A total of 39,073 people were reported killed by disasters in 2001.
While this was nearly double the figure for the previous year, it
was lower than the decades annual average of around 62,000.
Last year, earthquakes proved to be the worlds deadliest disasters,
accounting for over half the years toll. Much of this can
be attributed to the quakes which hit the Indian state of Gujarat
in January 2001. Over the decade, however, hydro-meteorological
hazards have claimed 71 per cent of all lives lost to disasters.
From 1992-2001, countries of low human development (LHD) have accounted
for just one-fifth of the total number of disasters, but over half
of all disaster fatalities. On average 13 times more people die
per reported disaster in LHD countries than in countries of high
human development (HHD). Over the decade, different kinds of disaster
have proved deadly in different continents. In the Americas, floods
accounted for 45 per cent of all deaths from disasters. In Asia,
drought/famine claimed 58 per cent. In Europe, earthquakes claimed
58 per cent, while in Oceania, tidal waves claimed 66 per cent.
Surprisingly, Africas deadliest disasters were transport accidents
claiming 45 per cent of the decades deaths.
Last year, a total of 170 million people were reported affected
by disasters below the decades average of 200 million.
Earthquakes affected more people during 2001, 19 million, than any
other year of the decade.
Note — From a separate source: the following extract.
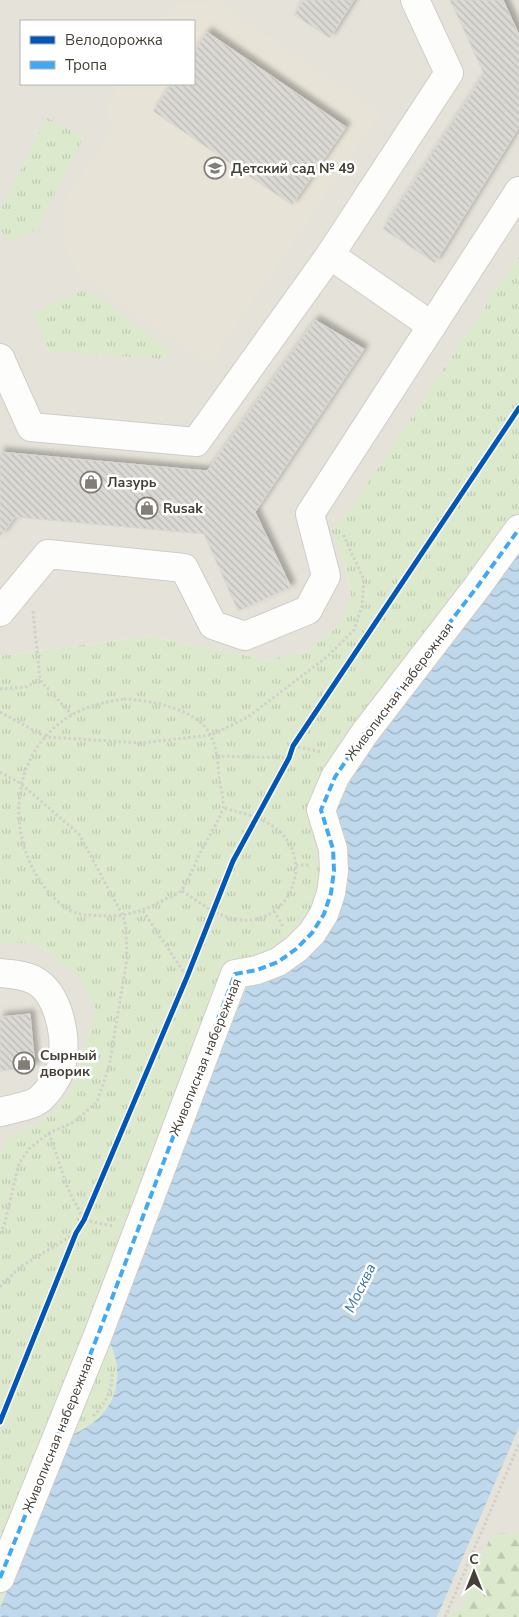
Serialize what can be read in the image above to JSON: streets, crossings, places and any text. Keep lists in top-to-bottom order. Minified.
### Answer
{"streets":{"street":["Живописная набережная"]},"water":["Москва"],"places":{"school or university":["Детский сад № 49"],"shop":["Лазурь","Rusak","Сырный дворик"]},"legend":["Велодорожка","Тропа"],"north":"top"}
Meanwhile drought/famine affected over
86 million people last year, many of those living in central and
south Asia. Weather-related disasters have been the most pervasive
in the past ten years. Drought/famine accounted for 82 per cent
of all those affected in Africa, 48 per cent in Oceania and 35 per
cent in the Americas. Meanwhile, floods accounted for 69 per cent
of all those affected in Asia. And windstorms accounted for 36 per
cent of those affected in the Americas, and 33 per cent in Europe.
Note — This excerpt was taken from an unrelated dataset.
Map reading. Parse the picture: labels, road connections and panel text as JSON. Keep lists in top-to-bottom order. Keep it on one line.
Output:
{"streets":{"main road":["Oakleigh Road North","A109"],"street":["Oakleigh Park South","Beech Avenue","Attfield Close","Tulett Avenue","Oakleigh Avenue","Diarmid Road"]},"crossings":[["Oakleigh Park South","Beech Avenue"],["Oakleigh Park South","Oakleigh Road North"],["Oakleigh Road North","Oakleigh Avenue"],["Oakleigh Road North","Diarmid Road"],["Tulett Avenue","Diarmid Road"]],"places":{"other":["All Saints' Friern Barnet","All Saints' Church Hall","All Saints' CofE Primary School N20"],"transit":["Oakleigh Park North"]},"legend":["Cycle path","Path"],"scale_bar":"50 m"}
The total amount of estimated damage (direct damage to infrastructure,
crops, etc.) inflicted by disasters during 2001 was US$ 24 billion
the decades lowest and well below the annual average
of US$ 69 billion. Over the decade, earthquakes have proved the
most expensive of disasters, costing the world US$ 238 billion in
damage alone without even measuring the effect on economies.
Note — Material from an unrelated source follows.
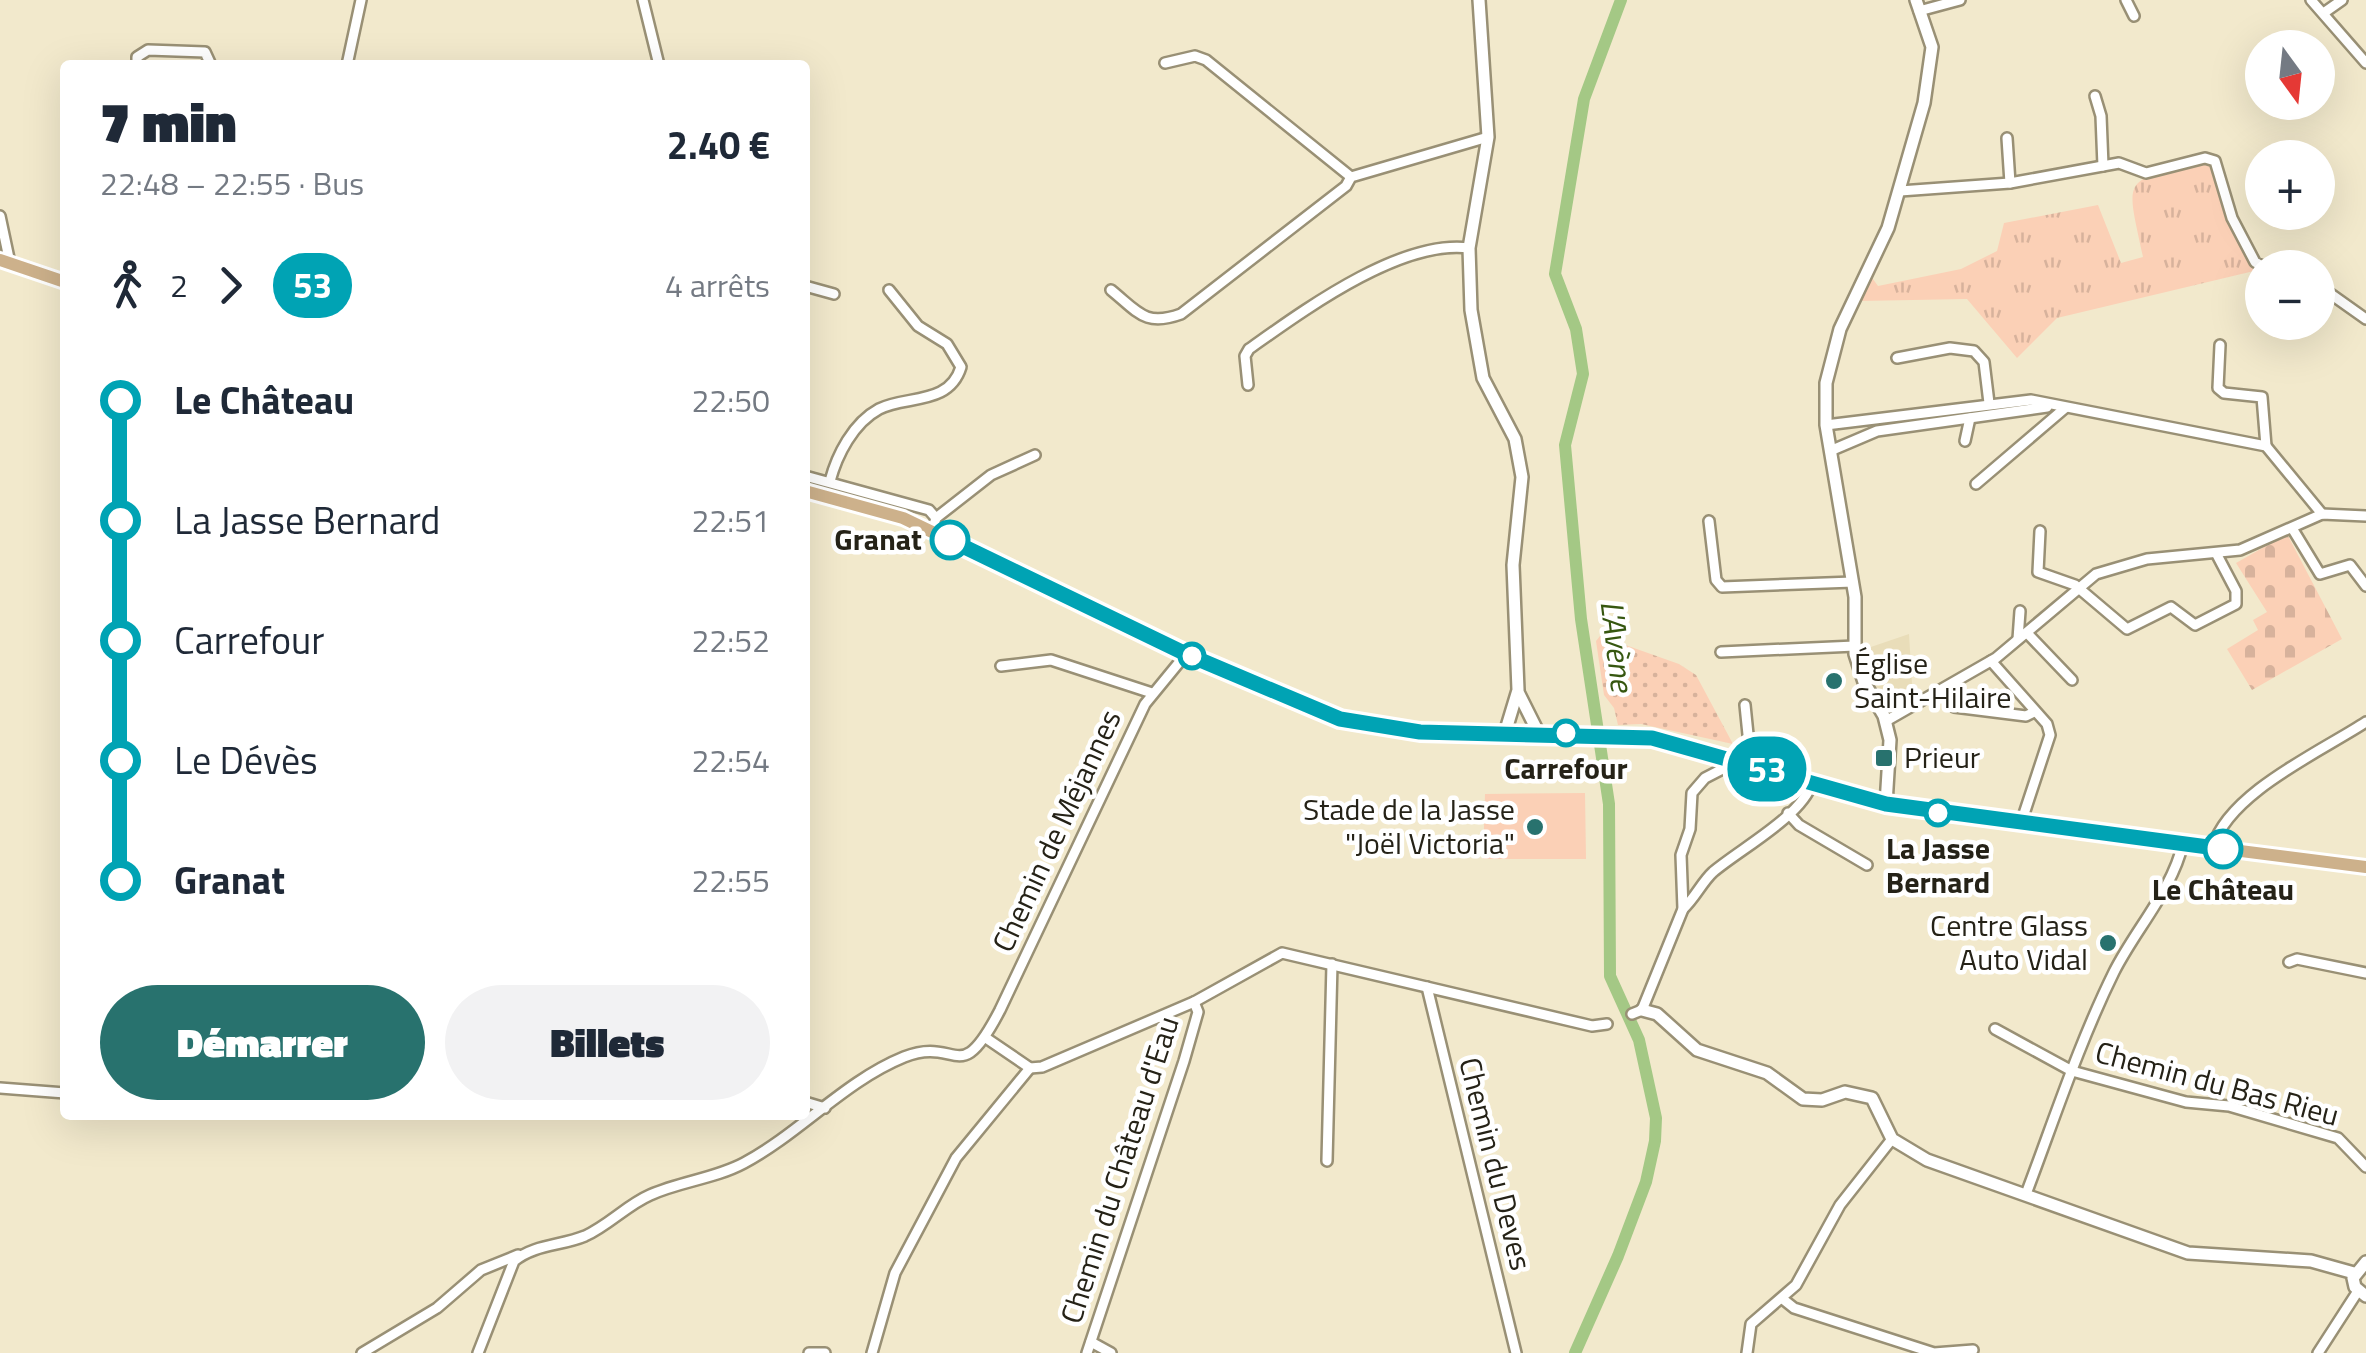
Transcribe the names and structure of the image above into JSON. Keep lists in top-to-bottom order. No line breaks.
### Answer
{"streets":{"street":["Chemin de Méjannes","Chemin du Bas Rieu","Chemin du Deves","Chemin du Château d'Eau"]},"water":["L'Avène"],"places":{"other":["Granat","Église Saint-Hilaire","Carrefour","La Jasse Bernard","Stade de la Jasse \"Joël Victoria\"","Le Château","Centre Glass Auto Vidal"],"transit":["Prieur"]},"lines":["bus line 53"],"north":"bottom","page":{"on_map":"53","map_buttons":["+","−"],"heading":["7 min","22:48 – 22:55 · Bus","2.40 €"],"legs":["2","53","4 arrêts"],"list":[{"name":"Le Château","value":"22:50"},{"name":"La Jasse Bernard","value":"22:51"},{"name":"Carrefour","value":"22:52"},{"name":"Le Dévès","value":"22:54"},{"name":"Granat","value":"22:55"}],"buttons":["Démarrer","Billets"]}}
Around half of this figure, however, can be attributed to one event
the 1995 quake in Kobe, Japan. Globally, floods and windstorms
are very nearly as costly as earthquakes.
Disasters can have a devastating effect on the development of poorer
nations. In Honduras, for example, Hurricane Mitch put the countrys
economic development back 20 years. In 1998, an El Niño year,
Peru suffered storm damage to public infrastructure estimated at
equivalent to 5 per cent of gross domestic product (GDP). In 1999,
losses from earthquakes in Turkey and landslides in Venezuela cost
these countries equivalent to 10 per cent of their GDP.
Over the past 30 years, the impacts of natural disasters have changed
dramatically. Deaths from natural disasters fell from nearly 2 million
in the 1970s to just under 800,000 in the 1990s. But numbers reported
affected by natural disasters rocketed from just over 700 million
in the 1970s to nearly 2 billion in the 1990s.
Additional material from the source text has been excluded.